In Scotland, the system is also brutal; sheriffs are threatening victims with contempt of court or the removal of their children if they pursue the claims of abuse; mothers have gone to prison for refusing to comply with judges orders. The draconian system uses an approach incorporating punishment, trauma and force; the child’s fear throughout this process is palpable. These children vomit during their interviews. They threaten to jump out of moving car doors to avoid spending time with the dangerous parent. The police don’t want to participate in cruel removals of children; they have no choice in the matter. This was brought to light in the brave and eye-opening Channel 4 Dispatches documentary, Torn Apart.
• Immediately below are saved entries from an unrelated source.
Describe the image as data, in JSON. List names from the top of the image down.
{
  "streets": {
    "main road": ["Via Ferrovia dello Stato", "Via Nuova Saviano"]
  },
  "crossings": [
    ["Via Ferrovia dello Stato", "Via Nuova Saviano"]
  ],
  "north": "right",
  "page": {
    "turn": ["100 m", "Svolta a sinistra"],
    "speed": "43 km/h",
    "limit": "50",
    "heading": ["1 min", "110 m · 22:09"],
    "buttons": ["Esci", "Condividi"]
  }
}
The lengthy family court process is costing parents their homes, their savings, their careers and their mental health. The referral system is traumatizing children. To not be believed, have their views influenced and translated by welfare reporters, and be forced into the home of an abuser is betraying their trust; it’s cruel and immoral. The court process is having long term adverse effects on the child’s mental health, education and wellbeing.

The solution

It's time for the family courts to stop pitting mothers & fathers against each other. They must stop mislabelling domestic abuse cases as ‘high conflict’ and ‘intractable contact disputes’. Its time to move away from victim-blaming and deal with perpetrators appropriately. It’s time to focus on the needs of the child, not the parents. It's time to understand coercive control, and the harm it does to children and respond to that by allowing children to grow, develop and prosper rather than sentencing them to a childhood of trauma. It’s time to open the family courts to scrutiny and review the presumption of contact. It is time to hold lawyers and court experts to account when they report inaccurately to the court.

If a country has an opportunity to make a change in law, then they must be bold and grasp that opportunity with both hands. They must end the suffering and protect children from abuse once and for all.